Expense isn’t the issue, however – the product is. JustFaith is a liberationist propaganda vehicle, a “conversion-based process”, to train participants to “become advocates for justice.”1
Eddie Roth, an editorial writer for the Post-Dispatch, writes in his blog that the program (which he likes, by the way) draws from Fred Kammer’s Doing FaithJustice. What Roth describes is a classic liberationist (Marxist) perspective in which the religious tradition is distorted to “reveal” class antagonisms and a “need” to restructure society along Marxist lines. Roth writes:
Kammer called the sequence the “cycle of Baal….”
– First comes the “original blessing” – all the things that we need to survive and that make life especially worth living, which are seen as “gifts from God” but carry with them the obligation to protect the poor.
– Things start heading down hill, as people become “owners” – with that people start moving away from the poor as what had been seen as a gift becomes for many, Mine!
– As people move away from the poor, they move away from God.
– In God’s place they create other “gods” – in the form of money, land, prestige, even The Bible itself as an object.
– With the creation of these substitutes comes self-destruction.
– Then come prophets who argue that turning away from the poor is the root of the self-destruction and exile.
– The response to which is to attack and ridicule and destroy the prophets.
– Eventually, there is a “crying out for deliverance” and, ultimately, a “restoration.” 2
JustFaith materials include reading lists of works by other problematic authors, including Cloud of Witness by Jim Wallis, an evangelical minister who edits the magazine Sojourners – originally founded to support the anti-war and sanctuary movements.

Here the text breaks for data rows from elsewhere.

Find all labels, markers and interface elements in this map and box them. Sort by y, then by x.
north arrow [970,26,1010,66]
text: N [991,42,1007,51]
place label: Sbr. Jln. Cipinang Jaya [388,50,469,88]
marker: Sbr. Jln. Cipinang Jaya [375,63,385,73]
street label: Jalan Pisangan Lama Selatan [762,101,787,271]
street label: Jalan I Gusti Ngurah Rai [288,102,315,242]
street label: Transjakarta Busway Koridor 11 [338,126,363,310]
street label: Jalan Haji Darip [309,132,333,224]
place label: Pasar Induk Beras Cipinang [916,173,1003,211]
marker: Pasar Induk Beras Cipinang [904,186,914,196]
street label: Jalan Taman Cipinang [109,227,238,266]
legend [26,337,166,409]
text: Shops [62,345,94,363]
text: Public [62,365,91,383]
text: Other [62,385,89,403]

Currently, Wallis is promoting the New Sanctuary Movement to support illegal immigration in the US and the Faith in Public Life network of “spiritual progressives”, many of whom advocate abortion and homosexual advocacy. JustFaith also recommends Selected Readings in Liberation Theology by Gustavo Gutierrez & others.3 Another recommended book is Doing Justice by Dennis A. Jacobsen, which promotes the organizing principles of Saul Alinsky. These are not Catholic materials.
Nor does Jack Jezreel, the founder and director of JustFaith, intend to support authentic Catholic social justice teaching. Jezreel is longtime speaker for the dissident Catholic organization Call to Action,4 which exists to change church doctrine and structure along liberationist lines. He sees JustFaith has a way to “transform parishes”, as he believes they ought to be “transformed,” with parishes holding all parishioners’ goods in common and having a “shared economics”.5
Since it doesn’t represent a Catholic perspective, JustFaith can be – and is – used ecumenically, as it has been in Louisville, Kentucky where the program originated. Little wonder that his program is flawed and the Catholics passing through it are confused about Church teaching. There are inexpensive, authentically Catholic programs, however, to assist contemporary lay activists in developing strategies of action that foster the Faith rather than erode it.6 They are easily accessible if a diocese seriously wants to train Catholic social justice advocates.
1 [JustFaith General Overview 2003-04, prepared by JustFaith for “leaders planning or considering JustFaith.”]
3 [handout from Interparish Social Concerns Committee, Northhampton, 2004]
4 Examples of Jezreel’s talks for Call to Action meetings: 1996 CTA national conference; 1997 CTA national conference: “Spirituality of Commitment Making Promises, Friends and Justice”; The fourth West Coast CTA Conference, August 11-13, 2000 at San Jose State University: “Transformed People, Transformed Parish, Transformed World”; Keynote at CTA-affiliated Pax Christi 2007 National Conference
5 [CTANews, December 1997]; At a 2007 South Carolina JustFaith workshop, The Catholic Miscellany of the Greenville Diocese reported that “Jezreel stressed the message that ‘there are to be no poor among you’.”
6 For example, the St. Antoninus Institute (www.stantoninus.net) has free study guides for parish-based Antoninus Circles, providing training in the Church social teachings and practical guidance in decision-making and behavior. Institute materials utilize the social encyclicals of the Catholic Church and the method of St. Thomas Aquinas and his teachings.